Excerpts from a dataset

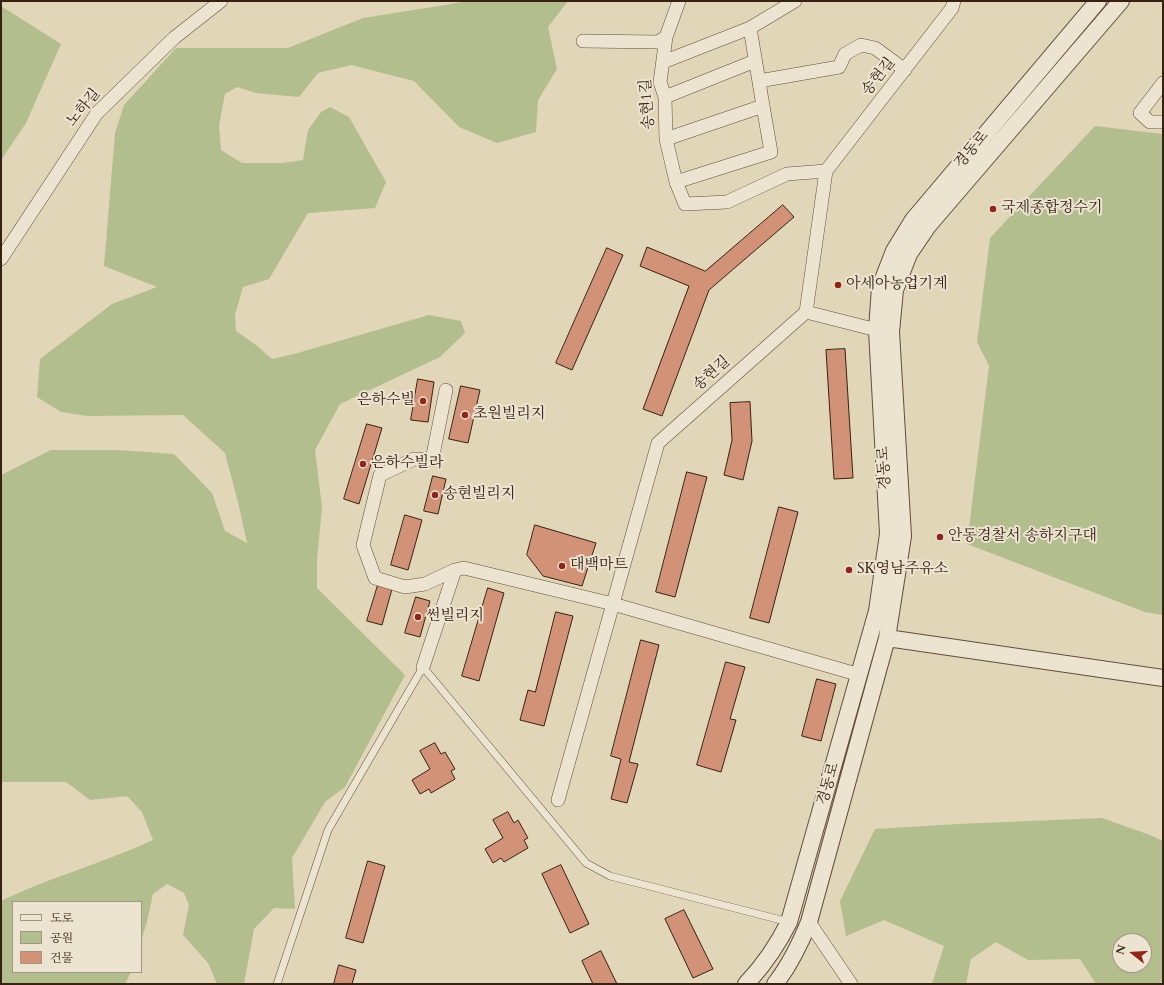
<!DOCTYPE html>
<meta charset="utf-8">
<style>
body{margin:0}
#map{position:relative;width:1164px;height:985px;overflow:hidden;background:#e1d6b7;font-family:Cardo,"Noto Serif KR",serif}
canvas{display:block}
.frame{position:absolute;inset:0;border:2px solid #372113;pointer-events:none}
.legend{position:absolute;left:12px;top:901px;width:130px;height:72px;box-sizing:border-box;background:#ece4d0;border:1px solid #a49684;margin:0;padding:5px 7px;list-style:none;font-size:12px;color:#372113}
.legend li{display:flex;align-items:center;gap:8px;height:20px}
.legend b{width:20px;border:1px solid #a49684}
.north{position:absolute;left:1112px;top:933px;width:40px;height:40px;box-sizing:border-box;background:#ece4d0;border:1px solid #a49684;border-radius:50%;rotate:287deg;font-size:11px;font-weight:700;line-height:16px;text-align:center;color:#372113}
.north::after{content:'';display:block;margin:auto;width:14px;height:18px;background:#8f2418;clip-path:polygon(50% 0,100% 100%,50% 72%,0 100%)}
</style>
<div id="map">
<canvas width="1164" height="985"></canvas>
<div class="frame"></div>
<ul class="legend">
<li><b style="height:5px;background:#ece4d0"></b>도로</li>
<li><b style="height:11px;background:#b3be8e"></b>공원</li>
<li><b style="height:11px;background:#d19277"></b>건물</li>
</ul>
<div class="north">N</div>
</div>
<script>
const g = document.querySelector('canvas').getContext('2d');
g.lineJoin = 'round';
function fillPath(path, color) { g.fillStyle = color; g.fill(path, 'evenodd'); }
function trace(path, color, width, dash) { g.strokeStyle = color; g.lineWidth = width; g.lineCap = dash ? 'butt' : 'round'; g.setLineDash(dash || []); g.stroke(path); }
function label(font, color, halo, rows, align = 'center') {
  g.font = font + ' Cardo,"Noto Serif KR",serif'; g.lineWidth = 4; g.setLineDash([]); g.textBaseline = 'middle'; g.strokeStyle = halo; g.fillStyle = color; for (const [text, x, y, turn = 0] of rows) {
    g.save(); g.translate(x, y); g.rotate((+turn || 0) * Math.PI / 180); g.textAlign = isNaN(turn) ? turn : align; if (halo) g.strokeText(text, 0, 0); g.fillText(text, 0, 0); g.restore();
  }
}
const green = new Path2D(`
 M 467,1 L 568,1 L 548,27 L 557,69 L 538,100 L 536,132 L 497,143 L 459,127 L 414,81 L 351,65 L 318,73 L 299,97 L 256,93 L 237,87 L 225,94 L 219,125 L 221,150 L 242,163 L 283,163 L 303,160 L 308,130 L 321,112 L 330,107 L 349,117 L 386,182 L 375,208 L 308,213 L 269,279 L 243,287 L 235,315 L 236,331 L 256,345 L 272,359 L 294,354 L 429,315 L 461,321 L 465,333 L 440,357 L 340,404 L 315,450 L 322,507 L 317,560 L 317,588 L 405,675 L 345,787 L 325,802 L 292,858 L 295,909 L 274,908 L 254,929 L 244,984 L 217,984 L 208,963 L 183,935 L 189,905 L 184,893 L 167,884 L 153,894 L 147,922 L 141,941 L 141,902 L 13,902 L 13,972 L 131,972 L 125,984 L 1,984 L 1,901 C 50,877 104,863 153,840 L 142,812 L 127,796 L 90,800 L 66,782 L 1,782 L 1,475 L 51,450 L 119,450 L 174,454 L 212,493 L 225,531 L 247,543 L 238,502 L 225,453 L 183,415 L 87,416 L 61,412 L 37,397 L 40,359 L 112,304 L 157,287 L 104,266 L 115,133 L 124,105 L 176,48 L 288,48 L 363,18 L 445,5 Z
 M 1,6 L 61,44 L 26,123 L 1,160 Z
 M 1095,126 L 1163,134 L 1163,615 L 1145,612 L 967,544 L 989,366 L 977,342 L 990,238 Z
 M 1102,818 L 1150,835 L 1163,841 L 1163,984 L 1096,984 L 1080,959 L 1028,960 L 996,942 L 971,959 L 966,984 L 932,984 L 944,946 L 884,920 L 846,936 L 840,901 L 875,829 L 958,824 ZM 1120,941 L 1144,941 L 1144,965 L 1120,965 Z`);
const building = new Path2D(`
 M 783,205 L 794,217 L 709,290 L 662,416 L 643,409 L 689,286 L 640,266 L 647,247 L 705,271 Z
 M 607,248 L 623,255 L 572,370 L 556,363 Z
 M 845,349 L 853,478 L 834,479 L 826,350 Z
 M 418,379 L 434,382 L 428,422 L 411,420 Z
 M 461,386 L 480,390 L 468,443 L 449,439 Z
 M 750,402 L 752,441 L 743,480 L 724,475 L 732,440 L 730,403 Z
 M 367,424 L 382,428 L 359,504 L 344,499 Z
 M 687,472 L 707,477 L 675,597 L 656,592 Z
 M 433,476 L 446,479 L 438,514 L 424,511 Z
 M 779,507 L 798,512 L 769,623 L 750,618 Z
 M 405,515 L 422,520 L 408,570 L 391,565 Z
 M 535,525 L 596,543 L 582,586 L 543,576 L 527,555 Z
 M 378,585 L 392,589 L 382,625 L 367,621 Z
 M 488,588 L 504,593 L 479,681 L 462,676 Z
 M 416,597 L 430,601 L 420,637 L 405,633 Z
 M 556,612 L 573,616 L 544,726 L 520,720 L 528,690 L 535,692 Z
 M 641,640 L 659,645 L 629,762 L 638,764 L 627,803 L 611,799 L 621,759 L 611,756 Z
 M 726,662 L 745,667 L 730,719 L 736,720 L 721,772 L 697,765 Z
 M 817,679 L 836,684 L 821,741 L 802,736 Z
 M 435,743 L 441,754 L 445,752 L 455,769 L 451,771 L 455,779 L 431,793 L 429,789 L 420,794 L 412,780 L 430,769 L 420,751 Z
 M 508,812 L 514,823 L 518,820 L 528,838 L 524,840 L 528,848 L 504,862 L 501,858 L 493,863 L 485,849 L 503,838 L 493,820 Z
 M 368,861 L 385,866 L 363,943 L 346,938 Z
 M 561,865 L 589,924 L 570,933 L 542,874 Z
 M 684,910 L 713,969 L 693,978 L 665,919 Z
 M 601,951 L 617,984 L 593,984 L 582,961 Z
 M 339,965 L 356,970 L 352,984 L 334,984 Z`);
const service = new Path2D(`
 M 277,984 L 328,830 L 423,667 L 586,863 L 610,876 L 789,922`);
const minor = new Path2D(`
 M 679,1 L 666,37 L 660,82 L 665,97 L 666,139 L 676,182 L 685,204 L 727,202 L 787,174 L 826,171 L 952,8 L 954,1
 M 750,28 L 795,1
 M 583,41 L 658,42 L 666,37
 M 663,62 L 750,28 L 763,106 L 666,139
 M 759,81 L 839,67 L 845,54 L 861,45 L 875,48 L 905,70
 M 1163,83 L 1140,113 L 1150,122 L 1163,122
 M 665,97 L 755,61
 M 676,182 L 771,152 L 763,106
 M 1,259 L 97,113 L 174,38 L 221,1
 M 806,312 L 877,330
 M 446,390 L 432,460 L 414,459 L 380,475 L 363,545 L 375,578 L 405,587 L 425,584 L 455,570
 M 423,667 L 455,570 L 464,568 L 613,604 L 860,675
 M 558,800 L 658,443 L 806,312 L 826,171
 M 809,922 L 851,984`);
const tertiary = new Path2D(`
 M 887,638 L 1163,678
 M 746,984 C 764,965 777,946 789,922 L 877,611 L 888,534 L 877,330 L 880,287 L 894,251 L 913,220 L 1098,1
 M 775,984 C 790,965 800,944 809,922 L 887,638 L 903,536 L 891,332 L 895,290 L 909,254 L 928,226 L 1121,1`);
const markers = [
 [993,209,4,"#8f2418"],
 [838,285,4,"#8f2418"],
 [423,401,4,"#8f2418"],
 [465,415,4,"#8f2418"],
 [363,464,4,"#8f2418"],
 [435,495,4,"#8f2418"],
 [940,537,4,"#8f2418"],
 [562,566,4,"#8f2418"],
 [849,570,4,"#8f2418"],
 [418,617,4,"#8f2418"]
];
const streetNames = [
 ["송현길",879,77,-52],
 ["송현1길",648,104,-94],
 ["노하길",84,108,-51],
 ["경동로",972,150,-50],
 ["송현길",712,374,-42],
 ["경동로",885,468,-93],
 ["경동로",829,784,-74]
];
const poiNames = [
 ["국제종합정수기",1001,209],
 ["아세아농업기계",846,285],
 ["은하수빌",415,401,"right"],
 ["초원빌리지",473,415],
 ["은하수빌라",371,464],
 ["송현빌리지",443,495],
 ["안동경찰서 송하지구대",948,537],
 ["대백마트",570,566],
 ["SK영남주유소",857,570],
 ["썬빌리지",426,617]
];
fillPath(green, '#b3be8e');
fillPath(building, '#d19277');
trace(building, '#372113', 1);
trace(service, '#624e3c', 8);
trace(minor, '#624e3c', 14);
trace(tertiary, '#624e3c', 18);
trace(service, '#ece4d0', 7);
trace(minor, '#ece4d0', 13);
trace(tertiary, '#ece4d0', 16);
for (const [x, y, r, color] of markers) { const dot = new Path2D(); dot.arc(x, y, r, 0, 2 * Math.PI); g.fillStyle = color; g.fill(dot); trace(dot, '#ece4d0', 1.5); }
label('15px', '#372113', '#ece4d0', streetNames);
label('15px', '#372113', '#ece4d0', poiNames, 'left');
</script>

> [Task brief]:
The total wanted is the number of lines in the entries above that contain "strokeStyle". Give it alone.

> [Exercise solution]:
2